How to follow the crowd – We’ve all seen the social experiments where a person switches direction and the queue of people behind them all mindlessly follow.

Welcome to school. If you are unsure of what to do or where to go next, follow the crowd. It’s a great way to avoid standing out, being yelled at or otherwise looking silly. School systems are set up to encourage crowd following behaviour from assembly, through whole class learning plans and right up until when the final school bell rings.


How to function on autopilot – School routines can be very positive and powerful structures to work within when they are effectively and vigilantly managed. But if left unquestioned and unsupervised, students will fall into habits of behaviour that are void of any mindful engagement or consciousness. We often observe students going through the motions of various tasks during tuition and have to stop them and ask, “What are you doing and why?”. Too often the answer is “I don’t know, this is just the way we do it at school.”

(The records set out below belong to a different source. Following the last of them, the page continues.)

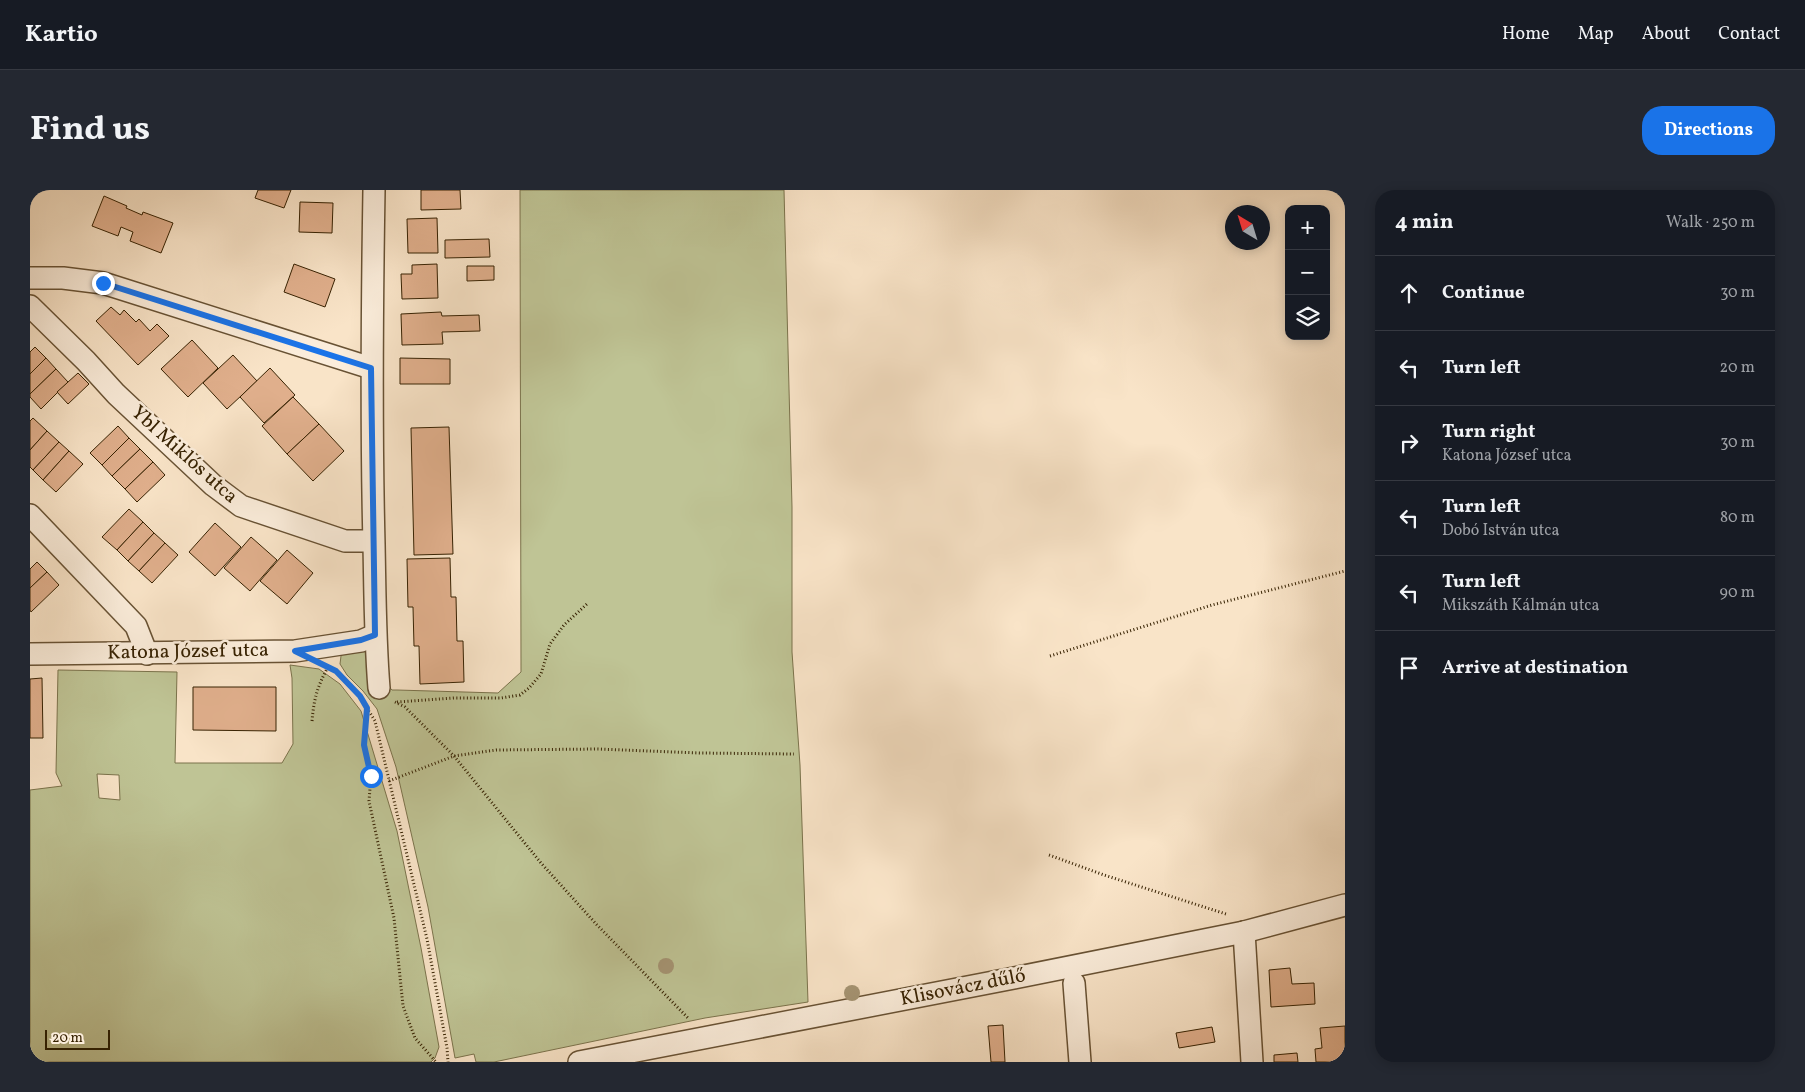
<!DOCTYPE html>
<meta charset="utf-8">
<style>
body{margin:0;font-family:Vollkorn,serif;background:#242831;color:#f1f3f6}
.controls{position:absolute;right:15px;top:15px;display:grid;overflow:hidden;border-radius:10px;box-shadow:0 2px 12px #0003}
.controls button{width:45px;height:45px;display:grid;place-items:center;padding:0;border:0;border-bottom:1px solid #363941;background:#171b24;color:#f1f3f6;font:25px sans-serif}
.compass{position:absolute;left:1195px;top:15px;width:45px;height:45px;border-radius:50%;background:#171b24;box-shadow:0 2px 12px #0003;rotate:322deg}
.scale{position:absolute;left:15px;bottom:12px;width:65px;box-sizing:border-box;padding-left:5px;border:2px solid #372202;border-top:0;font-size:14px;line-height:18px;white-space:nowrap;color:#372202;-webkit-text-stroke:4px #fbeddb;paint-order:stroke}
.stop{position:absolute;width:15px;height:15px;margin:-11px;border:4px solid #1a73e8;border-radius:50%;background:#fff}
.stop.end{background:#1a73e8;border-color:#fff;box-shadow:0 1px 5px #0008}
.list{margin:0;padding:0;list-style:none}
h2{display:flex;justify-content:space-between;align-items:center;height:65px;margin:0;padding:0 20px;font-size:21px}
h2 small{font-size:16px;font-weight:400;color:#9ea1a6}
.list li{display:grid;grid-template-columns:32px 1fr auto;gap:15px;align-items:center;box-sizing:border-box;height:75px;padding:0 20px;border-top:1px solid #363941}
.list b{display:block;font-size:19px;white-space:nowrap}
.list p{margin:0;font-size:16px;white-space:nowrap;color:#9ea1a6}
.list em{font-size:16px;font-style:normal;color:#9ea1a6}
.icon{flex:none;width:28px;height:28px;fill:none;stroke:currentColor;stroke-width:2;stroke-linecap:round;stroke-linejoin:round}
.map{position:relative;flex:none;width:1315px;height:872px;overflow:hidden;border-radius:20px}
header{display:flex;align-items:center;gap:30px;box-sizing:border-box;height:70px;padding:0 25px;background:#171b24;border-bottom:1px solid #363941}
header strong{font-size:24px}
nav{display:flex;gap:28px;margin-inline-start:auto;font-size:18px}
.intro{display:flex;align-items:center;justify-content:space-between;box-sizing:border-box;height:120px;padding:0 30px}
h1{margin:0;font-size:35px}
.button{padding:12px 22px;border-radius:20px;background:#1a73e8;color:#fff;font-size:18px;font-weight:700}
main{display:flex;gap:30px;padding:0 30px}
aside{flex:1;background:#171b24;border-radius:20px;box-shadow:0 2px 12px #0003}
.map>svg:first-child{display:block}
.green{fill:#bfc495;stroke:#7b734c;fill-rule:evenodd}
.building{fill:#e0af8c;stroke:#372202}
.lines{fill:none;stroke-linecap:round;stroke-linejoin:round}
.minor-casing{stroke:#685234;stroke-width:24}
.path{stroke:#372202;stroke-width:3;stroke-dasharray:1 2.5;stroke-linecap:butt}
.minor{stroke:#fbeddb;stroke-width:21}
.tree{fill:#a59473}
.route{stroke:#1a73e8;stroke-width:6}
.labels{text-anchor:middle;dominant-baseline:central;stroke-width:5;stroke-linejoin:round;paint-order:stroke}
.street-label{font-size:20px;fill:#372202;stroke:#fbeddb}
</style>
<header>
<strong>Kartio</strong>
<nav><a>Home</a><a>Map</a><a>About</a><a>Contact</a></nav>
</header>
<div class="intro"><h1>Find us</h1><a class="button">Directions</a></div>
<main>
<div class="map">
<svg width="1315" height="872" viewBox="0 0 1315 872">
<rect width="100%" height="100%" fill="#f9e4c8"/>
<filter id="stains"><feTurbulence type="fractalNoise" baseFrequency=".004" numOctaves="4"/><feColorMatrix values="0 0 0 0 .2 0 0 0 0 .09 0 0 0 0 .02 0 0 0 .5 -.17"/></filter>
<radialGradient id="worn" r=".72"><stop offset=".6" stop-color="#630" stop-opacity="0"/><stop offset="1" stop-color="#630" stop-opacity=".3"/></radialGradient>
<!-- green -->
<g class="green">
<path d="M490 0H754L762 317V462L770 575 778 812 675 828 464 872H446L444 864 425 868 398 717 366 577 347 519 333 501 317 485 310 474 311 466 317 460 340 459 352 489 362 500H367L468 503 491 482Z"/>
<path d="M260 475 289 479 310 494 331 521 367 641 391 758 409 857 405 868 401 872H0V600L32 596 26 583 28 480 147 482 145 573H252L263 554 262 488ZM67 584 89 585 90 610 69 608Z"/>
</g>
<!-- building -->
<g class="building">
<path d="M228 0H261L254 18 225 8Z"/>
<path d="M391 0H430L431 19 391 20Z"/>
<path d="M74 6 97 16 96 18 112 25 113 22 143 33 131 63 100 51 103 42 91 37 88 46 62 36Z"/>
<path d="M270 12 303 13 302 43 269 42Z"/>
<path d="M407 28 408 63H378L377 29Z"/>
<path d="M459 49 460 67 415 68V50Z"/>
<path d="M264 74 305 89 295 117 254 102Z"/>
<path d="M407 74 408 108 372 109 371 84H382V75Z"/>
<path d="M437 76H464V90L437 91Z"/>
<path d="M81 117 90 125 94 120 106 132 109 129 120 141 127 134 139 146 108 175 66 131Z"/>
<path d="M411 122 412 126 449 125 450 141 412 142 413 154 372 155 371 124Z"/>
<path d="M162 150 188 178 158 207 131 179Z"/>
<path d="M5 157 16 168 0 184V162Z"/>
<path d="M203 165 227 191 197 219 173 193Z"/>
<path d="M16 168 26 179 0 204V184Z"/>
<path d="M370 168 420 169V194H370Z"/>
<path d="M240 178 265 205 234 233 210 207Z"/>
<path d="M26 179 38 192 11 219 0 207V204Z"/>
<path d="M48 183 59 194 38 214 27 202Z"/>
<path d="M263 207 289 234 257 264 232 236Z"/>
<path d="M3 228 17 241 0 260V231Z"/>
<path d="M289 234 314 261 283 291 257 264Z"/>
<path d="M88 236 99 248 72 275 60 263Z"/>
<path d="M419 237 423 364 384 365 381 238Z"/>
<path d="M17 241 29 252 3 280 0 277V260Z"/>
<path d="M99 248 110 259 82 286 72 275Z"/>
<path d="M29 252 39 261 13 290 3 280Z"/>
<path d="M110 259 123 272 95 299 82 286Z"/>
<path d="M39 261 53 274 26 302 13 290Z"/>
<path d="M123 272 135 285 107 312 95 299Z"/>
<path d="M99 319 113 332 87 360 72 347Z"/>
<path d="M113 332 124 343 98 371 87 360Z"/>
<path d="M185 333 211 357 185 386 159 362Z"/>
<path d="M124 343 135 353 109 381 98 371Z"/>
<path d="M221 347 247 370 220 401 194 378Z"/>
<path d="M135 353 148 365 122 393 109 381Z"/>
<path d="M257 360 283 383 257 414 230 391Z"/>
<path d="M420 368 421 407H426L427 451H433L434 492 390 494 389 456H384L383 417H378L377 369Z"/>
<path d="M7 372 17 382 0 398V379Z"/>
<path d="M17 382 29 395 1 422 0 420V398Z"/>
<path d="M12 488 13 548H0V489Z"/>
<path d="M163 497H246V541L163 540Z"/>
<path d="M1260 778 1262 794 1284 793 1285 814 1241 817 1239 780Z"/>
<path d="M973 835 975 872H961L958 836Z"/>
<path d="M1315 836V872H1286L1285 859 1292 858 1290 838Z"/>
<path d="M1182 837 1185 852 1149 858 1146 843Z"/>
<path d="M1267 863 1268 872H1244V865Z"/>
</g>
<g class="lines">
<!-- minor casing -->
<g class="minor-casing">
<g id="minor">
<path d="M344 0C342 118 341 236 344 354 345 402 345 450 349 498"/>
<path d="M0 88H33L73 93 341 178"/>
<path d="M0 116 56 171 86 204 183 295 211 316 315 351H343"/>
<path d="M0 325 106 436 117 464"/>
<path d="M0 464 265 461 331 451 345 445"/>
<path d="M1214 742 1222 872"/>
<path d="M1044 793 1050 872"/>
<path d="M549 872 984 788 1214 742 1315 715"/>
</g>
</g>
<!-- path -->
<g class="path">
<path d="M1020 466 1182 415 1315 381"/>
<path d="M300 477 306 481 327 504"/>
<path d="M365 512 375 517 424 566 511 673 567 735 659 829"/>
<path d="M367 512 424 508H471L490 505 499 498 511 484 520 454 534 435 558 413"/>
<path d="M335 515 345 531 397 749 417 858 418 872"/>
<path d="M337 520 334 555 341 586 339 611 364 728 373 816 385 848 406 872"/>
<path d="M282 531C284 509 287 497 298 477"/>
<path d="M359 591 424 566 466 560 568 559 669 563 764 564"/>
<path d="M1019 665 1074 685 1196 724"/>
</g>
<!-- minor -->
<use href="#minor" class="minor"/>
</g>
<!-- trees -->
<g class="tree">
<circle cx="636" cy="776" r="8"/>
<circle cx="822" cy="803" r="8"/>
</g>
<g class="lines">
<!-- route -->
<path class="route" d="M73 93 341 178 345 445 331 450 265 461 306 481 330 506 337 518 334 555 341 586"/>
</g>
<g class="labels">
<!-- street labels -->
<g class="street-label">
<text transform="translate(154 265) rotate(42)">Ybl Miklós utca</text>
<text transform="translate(158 462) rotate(-1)">Katona József utca</text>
<text transform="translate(933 798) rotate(-11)">Klisovácz dűlő</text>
</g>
</g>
<rect width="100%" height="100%" filter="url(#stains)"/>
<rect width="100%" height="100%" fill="url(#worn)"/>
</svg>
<div class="controls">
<button>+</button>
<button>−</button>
<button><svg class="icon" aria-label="layers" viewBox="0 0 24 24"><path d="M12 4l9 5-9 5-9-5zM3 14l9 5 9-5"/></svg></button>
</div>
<svg class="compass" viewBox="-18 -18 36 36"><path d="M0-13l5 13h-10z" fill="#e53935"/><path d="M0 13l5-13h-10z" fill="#9ea1a6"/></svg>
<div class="scale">20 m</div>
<div class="stop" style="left:341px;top:586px"></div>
<div class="stop end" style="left:73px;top:93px"></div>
</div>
<aside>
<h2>4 min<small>Walk · 250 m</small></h2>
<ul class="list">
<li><svg class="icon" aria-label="ahead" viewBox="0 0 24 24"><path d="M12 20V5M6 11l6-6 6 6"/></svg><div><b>Continue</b></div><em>30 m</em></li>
<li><svg class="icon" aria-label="left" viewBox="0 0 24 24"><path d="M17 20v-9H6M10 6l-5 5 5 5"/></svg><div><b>Turn left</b></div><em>20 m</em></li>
<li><svg class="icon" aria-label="right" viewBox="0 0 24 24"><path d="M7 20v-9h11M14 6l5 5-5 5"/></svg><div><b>Turn right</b><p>Katona József utca</p></div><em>30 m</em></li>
<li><svg class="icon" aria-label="left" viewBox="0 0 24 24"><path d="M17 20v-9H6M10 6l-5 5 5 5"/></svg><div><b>Turn left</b><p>Dobó István utca</p></div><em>80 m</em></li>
<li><svg class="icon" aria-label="left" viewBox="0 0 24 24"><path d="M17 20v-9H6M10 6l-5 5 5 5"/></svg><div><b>Turn left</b><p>Mikszáth Kálmán utca</p></div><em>90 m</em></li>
<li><svg class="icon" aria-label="arrive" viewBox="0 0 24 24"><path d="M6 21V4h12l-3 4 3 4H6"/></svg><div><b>Arrive at destination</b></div></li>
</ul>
</aside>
</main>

How to not finish what they started – I’m sure many teachers will argue that this is what they strive to achieve every day with their students, but task completion isn’t the only thing that is left incomplete at school. Very few students are given the opportunity to master the foundation skills of learning during the school day - from pencil grip to handwriting, maths facts and spelling - the pace of learning moves on regardless of completion or mastery. Accepting incomplete tasks and underdeveloped skills as the “best they can do” and not allowing students the opportunity to improve on or even to finish what they started in the time they need to do so, is leaving many skills vastly underdeveloped and incomplete.


How to accept mediocrity – By all means celebrate the mundanity of life and the simple pleasures of being human, there is authentic beauty in the ordinary. What I cannot celebrate is the daily rehearsal and repetition of low expectations for behaviour, manners and performance that we place on otherwise capable, pleasant and willing students. Students will rise to your high expectations if you scaffold these with reasonable and fair accommodations and adjustments. If you communicate directly with them as individuals respectfully and clearly they will reciprocate with respect. They will relish in the daily formalities and courtesies of human interaction if they are taught how and why such behaviours exist and get to experience first-hand the pleasure of good manners.